Metro

FDNY hero praised at unveiling of ‘Black Sunday’ plaque

A former firefighter recounted in heartbreaking detail today how he owes his life to a hero of “Black Sunday,” one of the bleakest days in FDNY history.

The occasion was the unveiling of a plaque at Rescue 3 in The Bronx honoring Lt. Joseph DiBernardo, 40, who survived for six pain-filled years after falling 40 feet from a burning Bronx building and breaking every bone below his waist. Two of his fellow firefighters died that fateful day, as did a third in a separate blaze in Brooklyn.

DiBernado’s heroism — he lowered a fellow firefighter from the fourth-floor burning hell before leaving himself — has been recounted numerous times over the years.

And it was again today in moving tributes by Mayor Bloomberg, Fire Commissioner Sal Cassano and other fire officials.

But only one of the speakers, ex-firefighter Jeff Cool — the man who probably wouldn’t be alive today but for DiBernardo’s act of selfishness — was there.

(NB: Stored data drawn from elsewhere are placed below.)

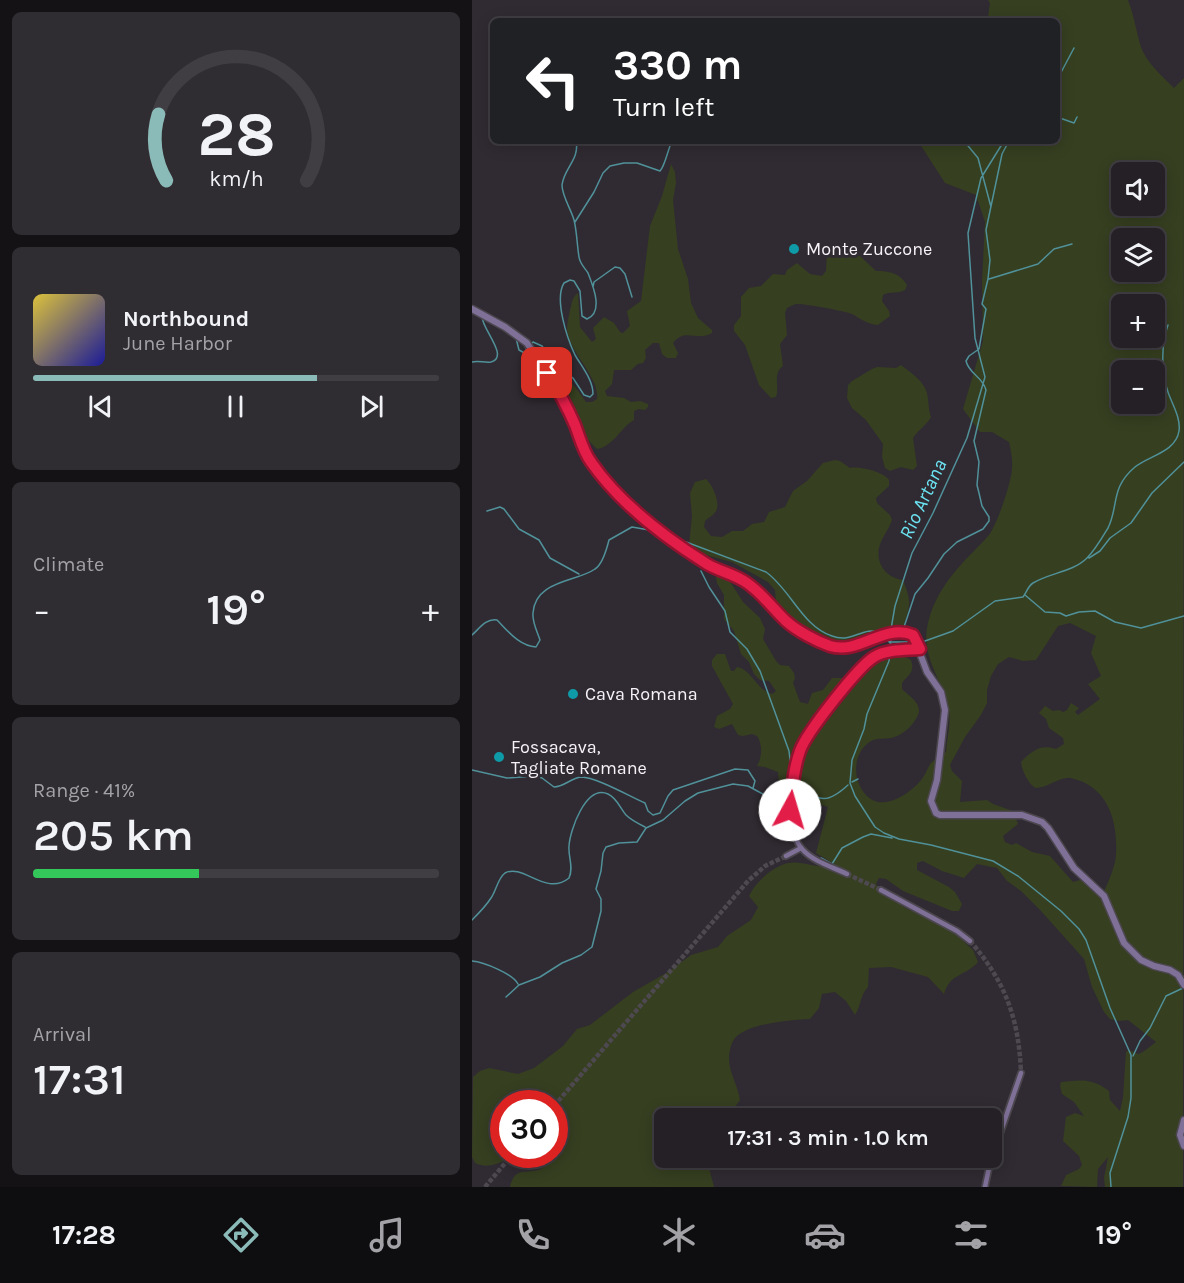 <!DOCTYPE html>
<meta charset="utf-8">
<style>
:root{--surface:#242026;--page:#302d32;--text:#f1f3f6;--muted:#a3a3a7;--line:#413e43;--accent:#8bbbb9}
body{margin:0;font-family:Karla,sans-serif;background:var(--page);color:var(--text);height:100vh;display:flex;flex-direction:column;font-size:22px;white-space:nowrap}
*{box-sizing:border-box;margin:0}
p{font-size:20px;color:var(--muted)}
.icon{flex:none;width:33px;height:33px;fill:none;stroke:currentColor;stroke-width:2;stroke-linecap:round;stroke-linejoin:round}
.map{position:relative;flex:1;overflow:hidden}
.panel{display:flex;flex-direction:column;gap:12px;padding:12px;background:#141215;width:472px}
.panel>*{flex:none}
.guide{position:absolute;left:18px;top:18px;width:570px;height:126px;border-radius:9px;box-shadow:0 3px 15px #0003,0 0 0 2px var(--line);background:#202124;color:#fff;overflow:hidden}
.tools{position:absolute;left:639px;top:162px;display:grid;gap:12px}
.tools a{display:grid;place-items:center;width:54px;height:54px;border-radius:9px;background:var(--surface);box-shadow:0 3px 15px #0003,0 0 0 2px var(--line);font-size:30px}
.speed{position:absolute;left:18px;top:1090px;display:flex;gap:12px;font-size:30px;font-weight:700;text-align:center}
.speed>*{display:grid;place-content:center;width:78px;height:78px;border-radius:50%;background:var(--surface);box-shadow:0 3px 15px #0003,0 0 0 2px var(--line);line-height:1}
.speed .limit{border:9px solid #d22;background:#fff;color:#111}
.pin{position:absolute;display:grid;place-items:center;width:51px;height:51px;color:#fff;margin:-26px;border-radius:12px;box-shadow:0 3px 9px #0006}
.me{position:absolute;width:66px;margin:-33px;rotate:6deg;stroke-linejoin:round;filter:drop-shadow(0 0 4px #0008)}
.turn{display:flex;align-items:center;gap:21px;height:126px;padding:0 24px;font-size:27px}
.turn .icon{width:78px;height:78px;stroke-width:2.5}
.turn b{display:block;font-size:42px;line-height:51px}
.big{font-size:45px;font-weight:600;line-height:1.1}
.panel .tile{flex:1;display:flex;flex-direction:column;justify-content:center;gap:9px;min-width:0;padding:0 21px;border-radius:9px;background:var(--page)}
.panel .dial{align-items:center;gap:0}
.dial svg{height:156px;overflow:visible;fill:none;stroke:var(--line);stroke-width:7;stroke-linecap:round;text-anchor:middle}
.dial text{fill:var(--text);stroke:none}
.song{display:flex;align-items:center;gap:18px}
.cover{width:72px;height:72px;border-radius:9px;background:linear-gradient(135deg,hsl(50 70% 55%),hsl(240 70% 35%))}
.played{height:6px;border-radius:3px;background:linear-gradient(90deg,var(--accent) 70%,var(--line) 70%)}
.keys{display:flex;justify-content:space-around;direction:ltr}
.heat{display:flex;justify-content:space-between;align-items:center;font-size:33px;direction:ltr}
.charge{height:9px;border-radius:4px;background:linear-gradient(90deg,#34c759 41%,var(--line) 0)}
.trip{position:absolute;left:182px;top:1108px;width:348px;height:60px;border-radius:9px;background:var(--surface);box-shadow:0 3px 15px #0003,0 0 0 2px var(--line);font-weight:600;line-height:60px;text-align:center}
.tabs{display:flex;height:96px;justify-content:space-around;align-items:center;background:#0e0d0f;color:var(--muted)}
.tabs .icon{width:42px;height:42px}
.tabs .current{color:var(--accent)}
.tabs b{font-size:27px;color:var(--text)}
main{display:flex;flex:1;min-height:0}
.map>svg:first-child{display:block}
</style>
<main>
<section class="panel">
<div class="tile dial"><svg viewBox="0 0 100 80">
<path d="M14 69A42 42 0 1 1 86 69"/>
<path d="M14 69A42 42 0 0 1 10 35" stroke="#8bbbb9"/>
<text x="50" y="56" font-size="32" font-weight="700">28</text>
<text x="50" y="72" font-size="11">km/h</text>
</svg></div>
<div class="tile">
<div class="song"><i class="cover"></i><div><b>Northbound</b><p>June Harbor</p></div></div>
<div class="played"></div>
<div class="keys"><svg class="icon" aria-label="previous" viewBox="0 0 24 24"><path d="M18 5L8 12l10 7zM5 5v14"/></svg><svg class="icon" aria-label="pause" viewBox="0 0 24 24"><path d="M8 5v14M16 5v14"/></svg><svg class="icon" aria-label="next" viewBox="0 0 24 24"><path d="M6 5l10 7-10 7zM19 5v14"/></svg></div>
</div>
<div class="tile"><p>Climate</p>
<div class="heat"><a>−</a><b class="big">19°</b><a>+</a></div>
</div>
<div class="tile"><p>Range · 41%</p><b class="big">205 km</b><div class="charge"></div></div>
<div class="tile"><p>Arrival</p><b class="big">17:31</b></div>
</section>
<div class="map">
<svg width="712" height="1187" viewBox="0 0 712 1187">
<rect width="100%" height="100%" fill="#302b32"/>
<!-- green -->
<path fill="#363f20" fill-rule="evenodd" d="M516,0H656C662,15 664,31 669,47C674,62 691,77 702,88L712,78L711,1187H633L632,1178L636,1157L626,1169L625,1187L589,1186L594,1175L607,1169L610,1165L607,1156L591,1141L594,1117L603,1113L612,1116L602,1102L590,1094L588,1086L589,1082C609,1080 620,1078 637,1091L638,1100L648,1111L651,1097L654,1052L657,1050L666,1054C671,1053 680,1045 684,1042L656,1020L647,1021L638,1019L632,1012L620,987L612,959L569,911L549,891L535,881L525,868L505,864L492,878L470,871L451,861L445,863V870L477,887L483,892L490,904L487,911H480L431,891L414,879L407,878L404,884L407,890L435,909L462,919L480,931L501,950L506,962C494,976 478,973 472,994L456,977L419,967L397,968L396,987C388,995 389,1006 383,1015L374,1001L363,992L350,994L347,1008L338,1019C319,1020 278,1023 264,1037C259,1042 257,1052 257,1059C257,1072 266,1086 268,1100L260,1111L248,1119H192V1158H238L237,1168L242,1187H38C43,1167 51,1174 66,1170C71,1169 75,1164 78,1161L75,1155H82V1104H32V1155H44C30,1162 17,1170 3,1163L0,1157L1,1077L8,1071L17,1068L46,1074L62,1068L91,1046L105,1029L118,1025L161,992L196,972L219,955L246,947L255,936L279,920L286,907L277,896C281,887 288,880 295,874C324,851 333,870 363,866L362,864L344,853L356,807L324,796L326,780L338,742L390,677L409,659L432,656L439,660C443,672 437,674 430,683V689C437,696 451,704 446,715C442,725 430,736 419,738C413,739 406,738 401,740C379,751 380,782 395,796C411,812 438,794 450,779C454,774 455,768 459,763C463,759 469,755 474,752C475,736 480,722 476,706C467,673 447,654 457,619C465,591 482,571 502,551C508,544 516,538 520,530C527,518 539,483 540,469C541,460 539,451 537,442L520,432H508L491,409L511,341L510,281L513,222L504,195L473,183L446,141H585V21H511L516,17L518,3ZM650,172H682V206H650ZM650,238H682V272H650ZM650,304H682V338H650ZM650,370H682V404H650ZM598,623L624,636L619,653L629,676L616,684L628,699L606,715L603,712L607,708L599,703L595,710L591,712L587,710L581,711L573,706L567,713L574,719L577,728L591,738L592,744L584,749C568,744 560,751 549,762C550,771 557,785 564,788C575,788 589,776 599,778C636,786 646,821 644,855C643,869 634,886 629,899L615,883L608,880L601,882L578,856L560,852L544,843L540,845L533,842L531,836L546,824L541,811L521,804L515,800L488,802L490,781L480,771L478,765L493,737L509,715L515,703V690L519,676L526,664L537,657L551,661L564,660L586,626Z
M199,164L203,172L204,183L201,200L206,249L216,279L219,303L226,318L240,330V333C225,342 213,327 201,343L206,353L204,358H195L190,354L187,343H181L173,350L174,358L171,363L166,364L159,370H142L140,384L133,391L135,396L152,398L159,402L168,401L176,404V407L173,410L167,409L162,411V420C149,427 141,447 125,449L114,438L96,399L65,349L104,388L114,402H120L125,399C128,377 97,353 95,329C95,322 97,316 98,310C100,303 100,297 106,293L108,327L120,342L124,339L121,328L132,317L142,323L148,332L151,333L158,326L155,311L169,301L178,226L190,196Z
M360,250L388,256L404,271C417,271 428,273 435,285L433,290C426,294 418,291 411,295L410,301L417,311L418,316L406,325C395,324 389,319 380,314C373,311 331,303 324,304C321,305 318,306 315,308L313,313L315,335L308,344L311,366C300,374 308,386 304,397L299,398L287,385L273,345L262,331V325L269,316V297L277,288L289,286L301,274L313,275L315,270L325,263L338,274L350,276L354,271L355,253Z
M429,365C438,372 452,381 455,393C457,402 456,408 459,417C456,424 446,430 441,438L445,466L441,470L429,467L418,471L413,468L410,457L411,444L394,420L380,408L375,398L376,385L380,381L400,369L405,367L424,368Z
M363,460L368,461L378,468C387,466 412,472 417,480V486L404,498L405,503L418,515L420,520C417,529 409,539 407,548C404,565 415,578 431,580C439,601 439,602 432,625C424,630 414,629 405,632C396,634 387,639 378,641C352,649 326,623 307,608L304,602L303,590L296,582L260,562L230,554L217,545L220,516L218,493L223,482L234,479C240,484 249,503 244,511C242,515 236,518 233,521L232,527L239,536L250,537L260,531H271L280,524L292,522L297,512L313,507L321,491L335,481L351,463Z
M251,575L257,580L271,602L288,618L293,629L291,639L304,661L308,665L317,666L322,673L323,678L321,683L328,702L336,704L340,693L351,690L360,678H372L383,672C360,696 339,721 324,751C318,762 323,778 312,785L307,784L306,772L293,767L285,766C290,757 291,745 285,736L280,734L271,736L266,735L260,724L247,729L242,727L245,716L258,709L261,704L240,666V660L245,654H253L259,671H262L265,667C279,669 285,690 300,694L304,691L297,681L288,680L282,674L277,662L269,654L262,631L252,619V595L245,583L244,577Z"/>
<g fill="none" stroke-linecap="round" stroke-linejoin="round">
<!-- stream -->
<path stroke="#50919a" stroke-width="1.5" d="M585,106L589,98L585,80L602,48
M585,117L602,123L605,117
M492,141L506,158L519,207
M103,222L122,192L131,173L138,166L152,163H165L188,171C193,166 196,149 200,141
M517,279L566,264L582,249L600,244
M121,287L122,282L143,267L148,268L153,274L160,297
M44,338L47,350L58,356L67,368
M59,344L61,342L70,346L82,364L101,378L112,395L118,397L121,394C121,380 110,367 103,355C95,338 82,299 92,283L98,280L102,281L108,291L110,316L115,319C132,312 121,286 116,273C113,268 108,264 107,257C105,245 105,232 102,220C99,209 90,196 90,185C92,168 108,159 104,141
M53,354L55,347
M0,362C6,360 12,363 19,362C38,357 9,328 10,316
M15,511L28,507L32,509L47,529L67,540L78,558L107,574
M169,520L178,531
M181,533L200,544
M214,542L294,572C319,590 330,626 360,636C381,644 391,625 408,633
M617,558L628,551L638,538L659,523L680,493L712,462
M229,571L237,587L253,611L258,632L275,649L288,671L317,751L320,775
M553,595L573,612L588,613L594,616L607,612L623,611L643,622L669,628L712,616
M419,629L423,606L440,553L461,513L495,438L513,377L503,338L496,233L509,178L532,141
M431,630L443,594L456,578L472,554L485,542L511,529L517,521V517L510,506L507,493L505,485L507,462L502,441L514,390C511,377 497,374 494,361L497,356L507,349L514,309L510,304L516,279L518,260L514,230L530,154L537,141
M0,635C7,629 14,618 25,620C36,631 47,646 64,647L68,640C65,631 60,622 61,613C63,580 105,582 123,569C131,564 135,548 137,540L160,527L177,530
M412,636L419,644L417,661L395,714L392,729L380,760L378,783L383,796L403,827L412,833L427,839L459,845L521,861L546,876L589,911L607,929L614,940L638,1008L659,1055V1098L656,1117L638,1173L639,1187
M418,641L424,636
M453,641L481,631L523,601L551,597C555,592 556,586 561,583C577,573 601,572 615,558C623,550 630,538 636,528C647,506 638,488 663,467C676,456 704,452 707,431C709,418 700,404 696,392C689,373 689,344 696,325
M418,642H435
M0,770L35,778L63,776L70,778L82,787C92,787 99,778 109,777C124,777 157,796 173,803L176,811L181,815L188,813L196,796L201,790L263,769L276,770L283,781L281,788
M380,782L386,779
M323,784C347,799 352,807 376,785
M349,858L360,864L370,848L391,837L399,834L420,838
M0,920C7,913 14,906 19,898C24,891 26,878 33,873C51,863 74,897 97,878C102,867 96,857 97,846C98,830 114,784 136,794C145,798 148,808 154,815C159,820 167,824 173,827
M0,961C12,962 41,974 46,984
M34,997L47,985L68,977L90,963L109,955L120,947L129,911V899L124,889L129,871L131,853L134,847L147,843L165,842L174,828L191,820L213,801L226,793L261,784L276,786L298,798L317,791L318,788
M661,1056L668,1041L678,1028L694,996L711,988"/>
<!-- minor-tunnel -->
<path stroke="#4e4950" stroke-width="4.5" stroke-dasharray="4.5 2" stroke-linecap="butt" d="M375,874L409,890
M498,941C534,982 547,1020 549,1073
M82,1106L276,881L293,866L314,856
M13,1187L40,1155"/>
<!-- minor casing -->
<g stroke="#4c474e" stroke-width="8">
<path id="minor" d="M314,856L329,848
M375,874C361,867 342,862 331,850C313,832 318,771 329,749C338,729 385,667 403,656C416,649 434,650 448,649
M409,890L485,931L498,941
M513,1187L518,1163L549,1073"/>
</g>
<!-- tertiary casing -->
<g stroke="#4c474e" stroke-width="9">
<path id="tertiary" d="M0,309L33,327L55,343L94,405L112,450L119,463L145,494L178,524L237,565L264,575L297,602L316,623L355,645L374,648L415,633L431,632L441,635L455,672L469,692L473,710L465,780L459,801L464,813L468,815H550L570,822L576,828L602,868L632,896L652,943L669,960L682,966L698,970L706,975L712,985
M712,1120L708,1135L712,1146"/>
</g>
<!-- minor -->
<use href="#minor" stroke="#7f7098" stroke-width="4.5"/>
<!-- tertiary -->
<use href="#tertiary" stroke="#7f7098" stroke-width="6"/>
</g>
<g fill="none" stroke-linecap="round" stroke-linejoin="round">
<!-- route casing -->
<g stroke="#92132f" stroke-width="15">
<path id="route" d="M75,373C86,390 95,406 103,425C108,438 111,451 119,462C148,504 192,537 235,564C248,572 261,573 275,583C291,594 301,609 314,621C325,631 344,641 358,646C387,655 412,623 441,635L448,649C434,650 415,649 402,657C386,667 334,733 328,751C321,770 320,791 318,810"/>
</g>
<!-- route -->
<use href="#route" stroke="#e11d48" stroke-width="10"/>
</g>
<!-- markers -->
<g fill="#0f9aa8" stroke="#302b32" stroke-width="2">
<circle cx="322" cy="249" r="6"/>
<circle cx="101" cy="694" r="6"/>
<circle cx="27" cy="757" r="6"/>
</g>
<g text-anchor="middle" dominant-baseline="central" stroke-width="6" stroke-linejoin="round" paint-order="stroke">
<!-- poi labels -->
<g font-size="18" fill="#f6f2f7" stroke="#302b32" text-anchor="start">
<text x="334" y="249">Monte Zuccone</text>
<text x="113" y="694">Cava Romana</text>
<text x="39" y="747">Fossacava,<tspan x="39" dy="21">Tagliate Romane</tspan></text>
</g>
<!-- water labels -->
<g font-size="20" font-style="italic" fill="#6ce3f2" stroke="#302b32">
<text transform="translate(451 499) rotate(-65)">Rio Artana</text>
</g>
</g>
</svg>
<div class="tools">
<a><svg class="icon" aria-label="sound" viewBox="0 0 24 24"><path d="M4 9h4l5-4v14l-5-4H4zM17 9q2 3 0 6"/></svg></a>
<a><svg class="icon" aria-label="layers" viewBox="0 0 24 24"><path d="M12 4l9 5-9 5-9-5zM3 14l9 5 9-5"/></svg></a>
<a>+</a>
<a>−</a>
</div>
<div class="speed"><div class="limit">30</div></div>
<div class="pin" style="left:75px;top:373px;background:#d93025"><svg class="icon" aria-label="arrive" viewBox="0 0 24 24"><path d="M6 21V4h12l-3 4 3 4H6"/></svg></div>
<svg class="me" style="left:318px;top:810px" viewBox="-20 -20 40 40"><circle r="19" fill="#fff"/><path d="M0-13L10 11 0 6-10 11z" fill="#e11d48"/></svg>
<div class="trip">17:31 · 3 min · 1.0 km</div>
<div class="guide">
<div class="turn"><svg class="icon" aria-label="left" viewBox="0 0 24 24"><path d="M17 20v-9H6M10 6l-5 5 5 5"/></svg><div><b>330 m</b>Turn left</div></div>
</div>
</div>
</main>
<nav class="tabs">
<b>17:28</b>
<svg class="icon current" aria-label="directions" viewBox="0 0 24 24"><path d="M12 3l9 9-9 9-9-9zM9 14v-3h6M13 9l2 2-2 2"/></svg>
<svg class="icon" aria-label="music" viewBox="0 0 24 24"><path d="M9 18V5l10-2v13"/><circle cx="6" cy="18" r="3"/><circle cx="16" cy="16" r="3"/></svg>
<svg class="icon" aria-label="phone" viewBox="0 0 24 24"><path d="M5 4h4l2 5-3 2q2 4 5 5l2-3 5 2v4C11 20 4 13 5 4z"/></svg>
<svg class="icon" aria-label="climate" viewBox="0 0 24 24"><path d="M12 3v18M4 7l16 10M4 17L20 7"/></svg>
<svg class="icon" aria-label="car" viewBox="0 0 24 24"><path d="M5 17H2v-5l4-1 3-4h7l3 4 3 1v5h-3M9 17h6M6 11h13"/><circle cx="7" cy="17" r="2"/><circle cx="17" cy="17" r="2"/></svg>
<svg class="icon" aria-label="filters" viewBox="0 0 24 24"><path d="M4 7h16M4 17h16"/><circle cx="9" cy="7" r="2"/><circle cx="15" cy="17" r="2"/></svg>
<b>19°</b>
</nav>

“I know that you (can) always look to the plaque on the wall to remember Joey’s act of bravery and supreme sacrifice,” said Cool, choking back tears. “Me, all I have to do is look in the mirror and see myself.”

Cool recalled how DiBernardo, who was single, urged him to go first because “you have a wife and kids.”

“I think back to that day often and how Joey placed my life before his,” Cool said. “The courage he exemplified — we speak of brotherhood often in the fire service and I witnessed it first hand.”

Cool also suffered severe injuries, but recovered. DiBernardo didn’t.

His father, retired Asst. Deputy Chief Joseph DiBernardo Sr., recalled how his son became enraptured with firefighting as a young boy and had accumulated so much knowledge about the FDNY by age 11 that he could pass the lieutenant’s exam.

Both father and son were among those who rushed to Ground Zero after 9/11.

“The thing I think about every day,” said DiBernardo Sr.,”the two of us on the pile, father and son doing what they love to do. How many fathers get to do that?”

At times sad, at times funny, he ended up speaking for more than 20 minutes about the son he had raised to become a life-saver.

“Jeff stands here before you today because that little boy who loved toy fire engines and grew up to drive them, would rather go with his father to work rather than playing ball, the little boy who played with cardboard fire buildings and ended up leaping out of one for his life…grew up to be a hero himself,” DiBernardo Sr. told the audience, which spanned generations of firefighters.